● What you will do:
The reply should hold only the lines from the one with "<div><b>22:54</b><p>Arrival</p></div>" through the end of the data, each given exactly.
*** Opening Extracted material ***
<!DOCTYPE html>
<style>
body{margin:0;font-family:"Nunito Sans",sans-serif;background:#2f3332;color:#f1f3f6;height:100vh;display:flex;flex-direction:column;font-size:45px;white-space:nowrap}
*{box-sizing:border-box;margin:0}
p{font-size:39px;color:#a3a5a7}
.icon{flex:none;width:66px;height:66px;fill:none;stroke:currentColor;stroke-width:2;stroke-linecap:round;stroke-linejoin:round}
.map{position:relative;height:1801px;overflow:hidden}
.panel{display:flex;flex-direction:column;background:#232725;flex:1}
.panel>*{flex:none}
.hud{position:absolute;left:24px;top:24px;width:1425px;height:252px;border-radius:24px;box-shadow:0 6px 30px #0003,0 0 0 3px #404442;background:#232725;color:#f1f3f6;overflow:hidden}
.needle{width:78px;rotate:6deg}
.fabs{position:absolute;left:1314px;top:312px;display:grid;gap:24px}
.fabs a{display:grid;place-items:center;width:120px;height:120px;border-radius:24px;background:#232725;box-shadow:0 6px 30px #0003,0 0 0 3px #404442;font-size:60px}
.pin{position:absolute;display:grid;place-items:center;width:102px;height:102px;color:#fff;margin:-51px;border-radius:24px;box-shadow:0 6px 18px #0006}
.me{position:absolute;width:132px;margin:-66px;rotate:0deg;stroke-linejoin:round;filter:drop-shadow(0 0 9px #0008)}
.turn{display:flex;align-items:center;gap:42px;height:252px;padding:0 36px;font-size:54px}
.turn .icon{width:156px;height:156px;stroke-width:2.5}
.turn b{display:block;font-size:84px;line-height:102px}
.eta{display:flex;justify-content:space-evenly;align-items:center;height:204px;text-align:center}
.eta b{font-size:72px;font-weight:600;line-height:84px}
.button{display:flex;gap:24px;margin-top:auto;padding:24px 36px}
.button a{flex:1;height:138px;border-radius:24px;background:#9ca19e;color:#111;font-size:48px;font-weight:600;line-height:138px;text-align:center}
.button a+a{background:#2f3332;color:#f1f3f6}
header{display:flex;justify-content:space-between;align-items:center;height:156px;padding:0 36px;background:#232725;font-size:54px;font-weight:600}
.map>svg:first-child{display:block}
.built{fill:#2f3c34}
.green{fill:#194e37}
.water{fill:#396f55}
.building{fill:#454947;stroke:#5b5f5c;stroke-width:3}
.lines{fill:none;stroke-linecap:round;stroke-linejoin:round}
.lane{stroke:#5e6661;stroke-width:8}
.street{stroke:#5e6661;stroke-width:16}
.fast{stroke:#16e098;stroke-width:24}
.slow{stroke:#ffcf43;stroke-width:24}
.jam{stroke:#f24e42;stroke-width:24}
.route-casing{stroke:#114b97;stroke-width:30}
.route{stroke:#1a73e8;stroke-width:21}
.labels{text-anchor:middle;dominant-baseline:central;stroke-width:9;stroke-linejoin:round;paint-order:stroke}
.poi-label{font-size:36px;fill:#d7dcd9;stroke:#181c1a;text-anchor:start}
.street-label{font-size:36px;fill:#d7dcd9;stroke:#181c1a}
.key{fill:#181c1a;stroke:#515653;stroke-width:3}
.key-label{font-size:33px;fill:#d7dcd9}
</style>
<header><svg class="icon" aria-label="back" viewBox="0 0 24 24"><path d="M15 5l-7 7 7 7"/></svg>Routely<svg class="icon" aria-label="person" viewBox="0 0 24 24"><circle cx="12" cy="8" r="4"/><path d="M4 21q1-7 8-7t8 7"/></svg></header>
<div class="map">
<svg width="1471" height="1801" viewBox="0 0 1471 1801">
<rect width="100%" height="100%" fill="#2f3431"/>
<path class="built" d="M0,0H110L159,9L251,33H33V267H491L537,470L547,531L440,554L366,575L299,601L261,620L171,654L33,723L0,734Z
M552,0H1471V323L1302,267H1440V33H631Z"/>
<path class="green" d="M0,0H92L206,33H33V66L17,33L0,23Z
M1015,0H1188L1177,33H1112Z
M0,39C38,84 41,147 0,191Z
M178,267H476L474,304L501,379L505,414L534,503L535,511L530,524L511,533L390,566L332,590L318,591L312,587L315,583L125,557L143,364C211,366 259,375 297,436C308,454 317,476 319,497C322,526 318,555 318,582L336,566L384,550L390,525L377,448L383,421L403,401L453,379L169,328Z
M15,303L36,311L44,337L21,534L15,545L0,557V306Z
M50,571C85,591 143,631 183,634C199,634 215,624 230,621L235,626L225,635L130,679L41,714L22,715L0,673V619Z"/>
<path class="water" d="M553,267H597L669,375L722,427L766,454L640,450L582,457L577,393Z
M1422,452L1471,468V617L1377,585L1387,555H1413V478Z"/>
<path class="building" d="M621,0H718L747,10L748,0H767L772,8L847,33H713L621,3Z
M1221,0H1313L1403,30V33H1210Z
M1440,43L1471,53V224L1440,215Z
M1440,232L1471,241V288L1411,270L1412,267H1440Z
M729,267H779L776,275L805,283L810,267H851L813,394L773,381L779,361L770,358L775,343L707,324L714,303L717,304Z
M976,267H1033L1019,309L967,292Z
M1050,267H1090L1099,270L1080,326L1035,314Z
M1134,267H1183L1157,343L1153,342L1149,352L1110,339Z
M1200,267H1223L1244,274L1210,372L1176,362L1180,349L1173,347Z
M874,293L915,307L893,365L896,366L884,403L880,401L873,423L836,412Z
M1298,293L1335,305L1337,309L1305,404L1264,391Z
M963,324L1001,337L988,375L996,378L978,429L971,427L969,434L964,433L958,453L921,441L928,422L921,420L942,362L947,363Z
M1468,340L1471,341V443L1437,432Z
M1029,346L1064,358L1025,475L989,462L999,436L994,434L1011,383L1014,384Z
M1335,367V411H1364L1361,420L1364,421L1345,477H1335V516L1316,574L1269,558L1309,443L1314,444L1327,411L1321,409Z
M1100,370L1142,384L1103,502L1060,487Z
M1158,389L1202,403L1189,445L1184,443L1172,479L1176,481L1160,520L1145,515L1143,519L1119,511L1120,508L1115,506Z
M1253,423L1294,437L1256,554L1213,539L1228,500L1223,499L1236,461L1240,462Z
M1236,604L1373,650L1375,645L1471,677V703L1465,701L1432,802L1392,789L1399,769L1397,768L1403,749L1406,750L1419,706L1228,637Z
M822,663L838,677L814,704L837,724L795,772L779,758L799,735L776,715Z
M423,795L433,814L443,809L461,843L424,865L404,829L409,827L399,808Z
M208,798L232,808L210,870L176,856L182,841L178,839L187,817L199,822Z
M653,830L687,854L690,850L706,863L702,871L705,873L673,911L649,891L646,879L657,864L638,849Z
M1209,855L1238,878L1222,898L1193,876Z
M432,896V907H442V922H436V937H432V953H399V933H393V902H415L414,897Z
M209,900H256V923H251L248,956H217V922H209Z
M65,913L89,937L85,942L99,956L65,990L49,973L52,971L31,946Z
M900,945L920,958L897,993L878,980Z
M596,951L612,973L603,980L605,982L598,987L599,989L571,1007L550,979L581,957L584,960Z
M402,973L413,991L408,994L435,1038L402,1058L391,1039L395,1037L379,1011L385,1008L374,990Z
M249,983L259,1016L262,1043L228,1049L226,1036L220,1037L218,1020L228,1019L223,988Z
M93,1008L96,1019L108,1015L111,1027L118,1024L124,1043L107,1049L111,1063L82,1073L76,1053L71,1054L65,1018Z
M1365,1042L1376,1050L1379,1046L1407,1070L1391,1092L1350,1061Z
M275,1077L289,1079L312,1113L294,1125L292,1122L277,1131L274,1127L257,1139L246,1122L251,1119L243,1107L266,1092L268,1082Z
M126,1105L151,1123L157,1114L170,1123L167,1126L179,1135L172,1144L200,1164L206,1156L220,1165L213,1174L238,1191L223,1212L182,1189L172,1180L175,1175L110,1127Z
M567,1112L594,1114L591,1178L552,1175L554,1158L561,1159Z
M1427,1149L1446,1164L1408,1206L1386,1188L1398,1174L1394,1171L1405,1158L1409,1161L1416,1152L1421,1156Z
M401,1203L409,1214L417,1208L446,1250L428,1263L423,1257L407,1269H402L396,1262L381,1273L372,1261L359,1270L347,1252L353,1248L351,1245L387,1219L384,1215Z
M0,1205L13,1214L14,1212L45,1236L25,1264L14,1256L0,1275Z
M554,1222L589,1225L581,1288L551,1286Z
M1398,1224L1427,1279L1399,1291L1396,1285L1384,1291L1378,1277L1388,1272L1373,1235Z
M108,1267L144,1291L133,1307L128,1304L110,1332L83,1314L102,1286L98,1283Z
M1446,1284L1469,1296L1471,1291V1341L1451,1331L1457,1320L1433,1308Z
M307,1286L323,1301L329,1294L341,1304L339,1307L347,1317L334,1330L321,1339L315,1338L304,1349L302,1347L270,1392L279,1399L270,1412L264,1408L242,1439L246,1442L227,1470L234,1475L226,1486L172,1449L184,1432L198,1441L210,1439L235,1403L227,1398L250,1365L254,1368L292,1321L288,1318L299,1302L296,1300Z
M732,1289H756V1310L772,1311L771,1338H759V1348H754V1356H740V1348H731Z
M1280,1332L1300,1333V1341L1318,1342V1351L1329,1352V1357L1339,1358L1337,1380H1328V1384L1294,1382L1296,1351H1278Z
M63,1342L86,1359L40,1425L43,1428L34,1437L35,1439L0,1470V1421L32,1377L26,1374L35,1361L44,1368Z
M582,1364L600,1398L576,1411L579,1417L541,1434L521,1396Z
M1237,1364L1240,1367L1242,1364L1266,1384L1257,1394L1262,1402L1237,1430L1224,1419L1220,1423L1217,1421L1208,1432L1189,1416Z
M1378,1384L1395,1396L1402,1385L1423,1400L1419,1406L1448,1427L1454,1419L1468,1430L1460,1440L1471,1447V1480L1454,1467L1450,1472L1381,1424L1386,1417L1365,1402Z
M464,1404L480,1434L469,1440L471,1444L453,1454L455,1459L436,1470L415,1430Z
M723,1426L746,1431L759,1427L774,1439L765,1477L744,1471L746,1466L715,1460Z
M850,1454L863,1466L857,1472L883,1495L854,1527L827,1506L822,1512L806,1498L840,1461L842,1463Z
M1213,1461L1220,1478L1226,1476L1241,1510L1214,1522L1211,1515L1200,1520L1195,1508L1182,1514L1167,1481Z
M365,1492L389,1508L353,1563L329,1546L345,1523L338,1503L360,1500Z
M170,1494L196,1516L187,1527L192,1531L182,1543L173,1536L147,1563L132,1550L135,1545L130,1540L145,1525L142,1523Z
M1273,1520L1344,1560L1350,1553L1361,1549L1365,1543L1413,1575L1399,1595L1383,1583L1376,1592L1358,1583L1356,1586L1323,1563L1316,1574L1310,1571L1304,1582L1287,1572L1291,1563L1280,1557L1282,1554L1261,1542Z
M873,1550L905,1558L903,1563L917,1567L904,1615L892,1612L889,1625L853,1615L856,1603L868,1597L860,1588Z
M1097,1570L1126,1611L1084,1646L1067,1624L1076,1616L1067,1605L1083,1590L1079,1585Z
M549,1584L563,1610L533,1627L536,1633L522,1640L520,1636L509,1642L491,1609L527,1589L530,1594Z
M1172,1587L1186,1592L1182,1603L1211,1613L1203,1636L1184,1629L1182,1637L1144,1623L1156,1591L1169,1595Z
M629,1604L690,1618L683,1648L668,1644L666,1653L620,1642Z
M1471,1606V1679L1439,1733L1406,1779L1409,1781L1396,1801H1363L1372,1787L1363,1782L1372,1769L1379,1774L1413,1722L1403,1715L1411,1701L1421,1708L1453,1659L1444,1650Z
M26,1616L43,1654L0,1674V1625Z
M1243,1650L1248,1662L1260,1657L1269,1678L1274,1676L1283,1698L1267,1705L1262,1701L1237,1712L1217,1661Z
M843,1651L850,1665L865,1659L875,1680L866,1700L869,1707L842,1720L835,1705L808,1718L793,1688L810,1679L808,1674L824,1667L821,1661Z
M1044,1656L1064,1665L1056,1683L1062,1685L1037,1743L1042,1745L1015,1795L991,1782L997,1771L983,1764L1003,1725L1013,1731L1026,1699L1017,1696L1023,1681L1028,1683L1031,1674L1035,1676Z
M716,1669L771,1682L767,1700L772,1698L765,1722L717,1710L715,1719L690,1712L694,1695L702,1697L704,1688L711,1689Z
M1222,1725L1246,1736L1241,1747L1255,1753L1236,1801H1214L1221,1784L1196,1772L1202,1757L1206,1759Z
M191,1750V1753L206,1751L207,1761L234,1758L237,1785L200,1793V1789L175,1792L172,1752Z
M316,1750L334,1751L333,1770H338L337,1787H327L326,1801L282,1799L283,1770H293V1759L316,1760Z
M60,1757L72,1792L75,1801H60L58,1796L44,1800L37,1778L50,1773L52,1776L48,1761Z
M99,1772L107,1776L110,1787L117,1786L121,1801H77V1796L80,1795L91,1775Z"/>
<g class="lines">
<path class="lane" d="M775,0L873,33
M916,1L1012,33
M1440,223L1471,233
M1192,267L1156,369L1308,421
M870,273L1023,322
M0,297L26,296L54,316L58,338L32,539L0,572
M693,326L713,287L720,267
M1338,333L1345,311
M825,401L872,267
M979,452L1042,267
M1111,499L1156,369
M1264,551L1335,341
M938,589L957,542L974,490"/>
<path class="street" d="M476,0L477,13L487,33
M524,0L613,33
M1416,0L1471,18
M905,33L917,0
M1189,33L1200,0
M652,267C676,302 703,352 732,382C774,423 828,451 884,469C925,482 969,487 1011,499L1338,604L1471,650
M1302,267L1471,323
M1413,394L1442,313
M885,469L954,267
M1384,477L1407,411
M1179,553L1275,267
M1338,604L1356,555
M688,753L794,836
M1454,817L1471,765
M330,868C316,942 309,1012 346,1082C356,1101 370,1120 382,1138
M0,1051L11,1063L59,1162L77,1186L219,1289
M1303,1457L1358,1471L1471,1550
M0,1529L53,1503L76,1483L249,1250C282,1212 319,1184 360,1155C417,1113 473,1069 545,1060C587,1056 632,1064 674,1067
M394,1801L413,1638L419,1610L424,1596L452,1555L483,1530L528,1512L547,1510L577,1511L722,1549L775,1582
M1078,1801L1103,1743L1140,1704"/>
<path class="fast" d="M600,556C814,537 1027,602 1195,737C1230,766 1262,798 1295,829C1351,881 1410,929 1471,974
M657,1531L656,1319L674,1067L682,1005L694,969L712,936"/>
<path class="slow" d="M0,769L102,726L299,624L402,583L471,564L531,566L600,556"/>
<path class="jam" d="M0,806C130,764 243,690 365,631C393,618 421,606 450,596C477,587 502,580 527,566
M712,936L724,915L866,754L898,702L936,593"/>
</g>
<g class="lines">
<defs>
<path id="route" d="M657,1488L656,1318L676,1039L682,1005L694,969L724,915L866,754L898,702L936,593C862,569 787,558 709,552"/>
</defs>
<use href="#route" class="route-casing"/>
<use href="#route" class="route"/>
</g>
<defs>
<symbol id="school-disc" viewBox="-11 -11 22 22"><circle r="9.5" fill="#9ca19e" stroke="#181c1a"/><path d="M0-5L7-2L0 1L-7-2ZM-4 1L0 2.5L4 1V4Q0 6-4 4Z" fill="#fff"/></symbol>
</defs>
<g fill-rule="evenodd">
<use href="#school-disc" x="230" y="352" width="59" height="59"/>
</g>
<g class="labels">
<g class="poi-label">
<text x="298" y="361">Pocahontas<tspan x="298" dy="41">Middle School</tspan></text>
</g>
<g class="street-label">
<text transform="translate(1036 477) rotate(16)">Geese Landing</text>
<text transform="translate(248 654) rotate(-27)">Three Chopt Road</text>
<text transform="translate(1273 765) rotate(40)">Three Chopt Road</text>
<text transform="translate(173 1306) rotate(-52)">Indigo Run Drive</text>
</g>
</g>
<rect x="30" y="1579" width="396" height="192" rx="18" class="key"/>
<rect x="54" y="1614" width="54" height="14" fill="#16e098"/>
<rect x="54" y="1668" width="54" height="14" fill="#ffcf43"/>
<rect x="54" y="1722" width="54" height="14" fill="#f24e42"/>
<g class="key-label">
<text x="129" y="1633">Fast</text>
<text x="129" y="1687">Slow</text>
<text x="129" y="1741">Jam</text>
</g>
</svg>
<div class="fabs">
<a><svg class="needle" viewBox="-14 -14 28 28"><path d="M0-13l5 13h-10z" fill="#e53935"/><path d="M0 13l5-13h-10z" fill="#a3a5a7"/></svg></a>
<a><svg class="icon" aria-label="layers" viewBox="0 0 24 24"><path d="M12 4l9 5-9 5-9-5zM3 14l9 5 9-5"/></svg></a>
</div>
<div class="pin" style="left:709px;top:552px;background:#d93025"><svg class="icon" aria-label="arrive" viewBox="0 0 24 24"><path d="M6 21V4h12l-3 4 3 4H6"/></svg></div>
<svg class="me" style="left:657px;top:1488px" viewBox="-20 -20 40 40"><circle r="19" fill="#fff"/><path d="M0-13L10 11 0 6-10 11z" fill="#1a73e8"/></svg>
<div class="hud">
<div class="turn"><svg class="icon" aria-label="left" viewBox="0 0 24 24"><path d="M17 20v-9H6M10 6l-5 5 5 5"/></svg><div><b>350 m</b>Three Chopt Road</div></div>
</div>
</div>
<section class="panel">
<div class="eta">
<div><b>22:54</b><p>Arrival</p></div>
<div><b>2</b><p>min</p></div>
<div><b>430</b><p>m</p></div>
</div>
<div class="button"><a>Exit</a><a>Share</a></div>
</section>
*** Closing Extracted material ***
● Result for this task:
<div><b>22:54</b><p>Arrival</p></div>
<div><b>2</b><p>min</p></div>
<div><b>430</b><p>m</p></div>
</div>
<div class="button"><a>Exit</a><a>Share</a></div>
</section>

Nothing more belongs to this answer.